Maybe for this group, we ask “when was the last time a brand or company impressed you and why?” Maybe the company comped a deal, maybe a brand offers extraordinary service, maybe the answer may have to do with an overall branding strategy that includes good PR and then we can reply, “that’s what we do.” But I don’t know many 5th graders, so not sweating it.
2) We do need to make the meaning of PR more transparent, less oblique. It’s not a bad thing, because the barrier to me is the talent and ability to do it right, to do it well. Not everyone can be a copywriter, design ads, plan commercials, or orchestrate complicated media buys; those concepts aren’t clear but they aren’t vague to the layperson who at least ‘gets’ a little about advertising.

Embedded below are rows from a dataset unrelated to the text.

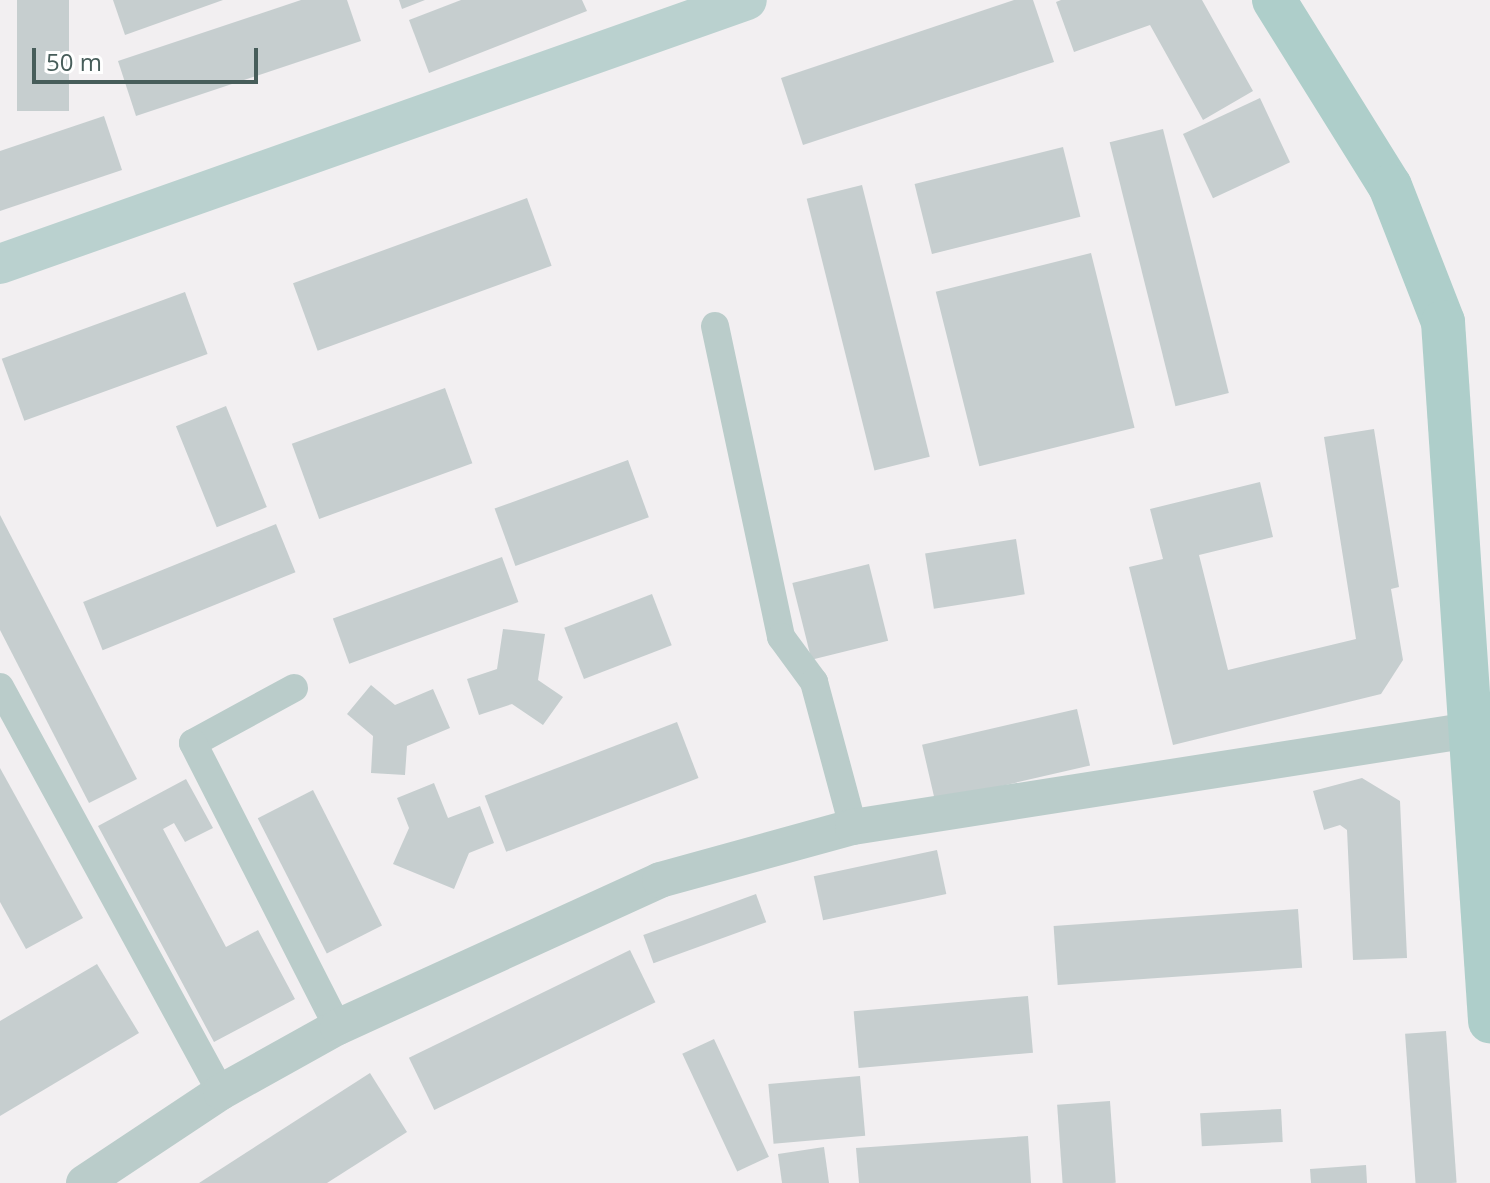 <!DOCTYPE html>
<html>
<head>
<meta charset="utf-8">
<style>
  body { margin:0 }
  #map { position:relative; width:1490px; height:1183px; overflow:hidden; background:#f2eff1; font-family:"Open Sans",sans-serif }
  div>[style] { position:absolute }
  .building>* { inset:0; background:#c6cecf; transform-origin:0 0 }
  .minor>* { height:28px; margin:-14px; padding:0 14px; transform-origin:14px; border-radius:14px; background:#baccca }
  .tertiary>* { height:36px; margin:-18px; padding:0 18px; transform-origin:18px; border-radius:18px; background:#baccca }
  .secondary>* { height:40px; margin:-20px; padding:0 20px; transform-origin:20px; border-radius:20px; background:#bad1cf }
  .primary>* { height:44px; margin:-22px; padding:0 22px; transform-origin:22px; border-radius:22px; background:#aececa }
  span { translate:-50% -50%; white-space:nowrap; text-align:center; line-height:1.15; -webkit-text-stroke:7px #fff; paint-order:stroke }
  .scale { position:absolute; left:32px; top:48px; width:226px; height:36px; box-sizing:border-box; border:4px solid #475d5a; border-top:0; padding-left:10px; font-size:24px; line-height:28px; white-space:nowrap; color:#475d5a; -webkit-text-stroke:6px #fff; paint-order:stroke }
</style>
</head>
<body>
<div id="map">
  <div class="building">
    <div style="left:17px;top:0;width:52px;height:111px"></div>
    <div style="clip-path:polygon(113px 0,223px 0,125px 35px)"></div>
    <div style="clip-path:polygon(301px 0,347px 0,361px 41px,136px 116px,118px 61px)"></div>
    <div style="clip-path:polygon(399px 0,425px 0,402px 9px)"></div>
    <div style="clip-path:polygon(461px 0,582px 0,587px 11px,429px 73px,409px 20px)"></div>
    <div style="clip-path:polygon(1014px 0,1033px 0,1054px 62px,803px 145px,781px 78px)"></div>
    <div style="clip-path:polygon(1061px 0,1202px 0,1253px 91px,1203px 120px,1150px 25px,1074px 52px,1056px 2px)"></div>
    <div style="left:1260px;top:98px;width:71px;height:85px;rotate:65deg"></div>
    <div style="clip-path:polygon(104px 116px,122px 170px,0 211px,0 151px)"></div>
    <div style="left:1163px;top:129px;width:272px;height:55px;rotate:76deg"></div>
    <div style="left:1063px;top:147px;width:72px;height:153px;rotate:76deg"></div>
    <div style="left:862px;top:185px;width:280px;height:57px;rotate:76deg"></div>
    <div style="left:527px;top:198px;width:72px;height:249px;rotate:70deg"></div>
    <div style="left:1091px;top:253px;width:180px;height:160px;rotate:76deg"></div>
    <div style="left:185px;top:292px;width:66px;height:195px;rotate:70deg"></div>
    <div style="left:445px;top:388px;width:80px;height:163px;rotate:70deg"></div>
    <div style="left:226px;top:406px;width:109px;height:54px;rotate:68deg"></div>
    <div style="clip-path:polygon(1374px 429px,1399px 587px,1391px 589px,1403px 660px,1381px 694px,1173px 745px,1129px 567px,1163px 559px,1150px 509px,1260px 482px,1273px 537px,1199px 555px,1228px 670px,1356px 639px,1324px 437px)"></div>
    <div style="left:628px;top:460px;width:61px;height:142px;rotate:70deg"></div>
    <div style="clip-path:polygon(0 515px,137px 779px,89px 803px,0 630px)"></div>
    <div style="left:276px;top:524px;width:52px;height:208px;rotate:68deg"></div>
    <div style="left:1016px;top:539px;width:56px;height:92px;rotate:81deg"></div>
    <div style="left:502px;top:557px;width:48px;height:180px;rotate:70deg"></div>
    <div style="left:869px;top:564px;width:79px;height:79px;rotate:76deg"></div>
    <div style="left:652px;top:594px;width:55px;height:94px;rotate:69deg"></div>
    <div style="clip-path:polygon(503px 629px,545px 634px,538px 680px,563px 697px,543px 725px,512px 704px,479px 715px,467px 679px,497px 669px)"></div>
    <div style="clip-path:polygon(371px 685px,395px 705px,433px 689px,450px 728px,407px 746px,405px 775px,371px 773px,373px 736px,347px 714px)"></div>
    <div style="left:1077px;top:709px;width:58px;height:159px;rotate:77deg"></div>
    <div style="left:677px;top:722px;width:60px;height:206px;rotate:69deg"></div>
    <div style="clip-path:polygon(0 768px,83px 918px,26px 949px,0 902px)"></div>
    <div style="clip-path:polygon(1362px 778px,1400px 801px,1407px 958px,1353px 960px,1347px 830px,1340px 825px,1324px 830px,1313px 791px)"></div>
    <div style="clip-path:polygon(186px 779px,213px 828px,185px 842px,174px 823px,163px 829px,226px 947px,258px 930px,295px 999px,214px 1042px,98px 826px)"></div>
    <div style="clip-path:polygon(434px 783px,448px 818px,480px 806px,494px 843px,469px 853px,454px 889px,393px 864px,409px 828px,397px 798px)"></div>
    <div style="left:313px;top:790px;width:152px;height:62px;rotate:63deg"></div>
    <div style="left:937px;top:850px;width:45px;height:126px;rotate:78deg"></div>
    <div style="left:756px;top:894px;width:30px;height:120px;rotate:70deg"></div>
    <div style="left:1298px;top:909px;width:59px;height:245px;rotate:86deg"></div>
    <div style="left:630px;top:950px;width:58px;height:246px;rotate:64deg"></div>
    <div style="clip-path:polygon(97px 964px,139px 1033px,0 1116px,0 1021px)"></div>
    <div style="left:1028px;top:996px;width:57px;height:175px;rotate:85deg"></div>
    <div style="left:1446px;top:1031px;width:152px;height:41px;rotate:86deg"></div>
    <div style="left:714px;top:1039px;width:130px;height:35px;rotate:65deg"></div>
    <div style="clip-path:polygon(370px 1073px,407px 1132px,327px 1183px,199px 1183px)"></div>
    <div style="left:860px;top:1076px;width:60px;height:92px;rotate:85deg"></div>
    <div style="left:1110px;top:1101px;width:82px;height:53px;rotate:86deg"></div>
    <div style="left:1281px;top:1109px;width:33px;height:81px;rotate:87deg"></div>
    <div style="clip-path:polygon(1028px 1136px,1031px 1183px,859px 1183px,856px 1148px)"></div>
    <div style="clip-path:polygon(824px 1147px,829px 1183px,782px 1183px,778px 1154px)"></div>
    <div style="clip-path:polygon(1366px 1165px,1367px 1183px,1311px 1183px,1310px 1169px)"></div>
  </div>
  <div class="minor">
    <div style="left:715px;top:326px;width:318px;rotate:78deg"></div>
    <div style="left:781px;top:637px;width:56px;rotate:53.7deg"></div>
    <div style="left:814px;top:682px;width:150px;rotate:74.9deg"></div>
    <div style="left:0;top:687px;width:461px;rotate:61.4deg"></div>
    <div style="left:294px;top:688px;width:115px;rotate:151.4deg"></div>
    <div style="left:193px;top:743px;width:319px;rotate:63deg"></div>
  </div>
  <div class="tertiary">
    <div style="left:84px;top:1183px;width:164px;rotate:-33.6deg"></div>
    <div style="left:221px;top:1092px;width:134px;rotate:-29.1deg"></div>
    <div style="left:338px;top:1027px;width:354px;rotate:-24.5deg"></div>
    <div style="left:660px;top:880px;width:200px;rotate:-15.4deg"></div>
    <div style="left:853px;top:827px;width:625px;rotate:-8.93deg"></div>
  </div>
  <div class="secondary">
    <div style="left:0;top:264px;width:792px;rotate:-19.46deg"></div>
  </div>
  <div class="primary">
    <div style="left:1274px;top:0;width:219px;rotate:58.1deg"></div>
    <div style="left:1390px;top:186px;width:146px;rotate:68.7deg"></div>
    <div style="left:1443px;top:322px;width:701px;rotate:86.15deg"></div>
  </div>
  <div class="scale">50 m</div>
</div>
</body>
</html>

Public relations practitioners can write well, research and identify stories that others can’t; just met with some reporters a couple weeks ago, one mentioned that in a general interview w/ a biz exec it wasn’t until the END of the meeting that he let slip something good, something really newsworthy. Now it was a deal that maybe needed to be under wraps for a while but it also hinted at me that maybe this company needed some media and PR training per so many of these definitions that cover ‘story telling’ and how PR uses that to communicate.
We can identify the different audiences important to a company, how to communicate effectively with employees and investors, how to manage a crisis, how the HR team needs to work with sales, with support, with customer service, which brings me to:
3) We do need to play nice with the other kids in the sandbox. Integration is one of my schticks so while I don’t like defining PR against other aspects of the marketing mix, I don’t mind putting it in context that strategically integrated PR works to support branding, advertising, social media and other promotional activities to help companies communicate with their target audiences. In terms of publicity, it’s earned vs. paid for media; maybe it’s data mining the R&D or customer support departments, figuring out how high the referral rates are, what a great story that is to tell and how it’s best to tell it: ads, social media, events, etc.
I’ve written one post on this, kinda come back to making it relatable. I asked for examples – something in context that yes friends and family can ‘get’ and that clients can understand and appreciate, per their business goals and objectives – but at the end of the day what matters most to me is that:
I know what GOOD PR is.
I k now how to do my job well.
I can effectively educate my clients on what PR is and is not.
I know when the definition of PR is obfuscated or trivialized in the media, it is important to address the error, correct it.
FWIW
davinabrewer says
Hmm.. stand by all of this except the 3rd of the closing bullets: I really do work hard to educate and effectively communicate what PR is, what it is not, what it can/can’t do. But honestly, I am not always successful. I don’t always push through to more C-level counseling, how PR is a part of the overall business plan and how it serves not just communications and marketing objectives, but that PR can play an integral role in achieving the business strategies as well. Working on it.
Soulati says
OK, so what are you saying? You’re taking back what you wrote in the first place?? Thanks for your guest post today!
davinabrewer says
No just qualifying that one bullet point. You’re welcome.
Gini Dietrich says
I love Davina’s point of asking a person what a company has done recently that impressed them…that’s what we do. I was in a new business meeting yesterday and the prospect kept saying, “But when do you talk about the PR side of things?” I finally said, “Are you expecting us to talk about publicity?” She said, “YES! When do I get my interview with the Wall Street Journal?”
I said, “Publicity is a teeny, tiny part of what we do” and I demonstrated with a barely visible gap between my thumb and forefinger. She said, “Well, what else do you do?”
And that’s when the real conversation began and we were really able to understand what they wanted to achieve, outside of publicity.
It’s great that we want to redefine what we do, but until there is a universal way of explaining it and there is something tangible (like media relations) to point to, it’s going to continue being an uphill battle.
Jenn Whinnem says
Gini – I love this. Thanks for a great example.
davinabrewer says
Missed this earlier Gini, my total bad. Tangible, relatable examples are what I called for in my blog post on this. It’s the ads and direct mail and sales calls, people know that. Someone comment on your blog about the behind-the-scenes nature of PR, heard but not seen.. which is the problem. It’s like people only knowing what a company or govt. agency does when they make a mistake b/c the mistakes are public, successes private. IDK… My sister has a story about how her Otter box saved her iPhone. In the street. At the airport. In the rain. She keeps meaning to write that in to the company but in the meantime, she tells people about it when talking about the case. IMO that’s good PR. FWIW.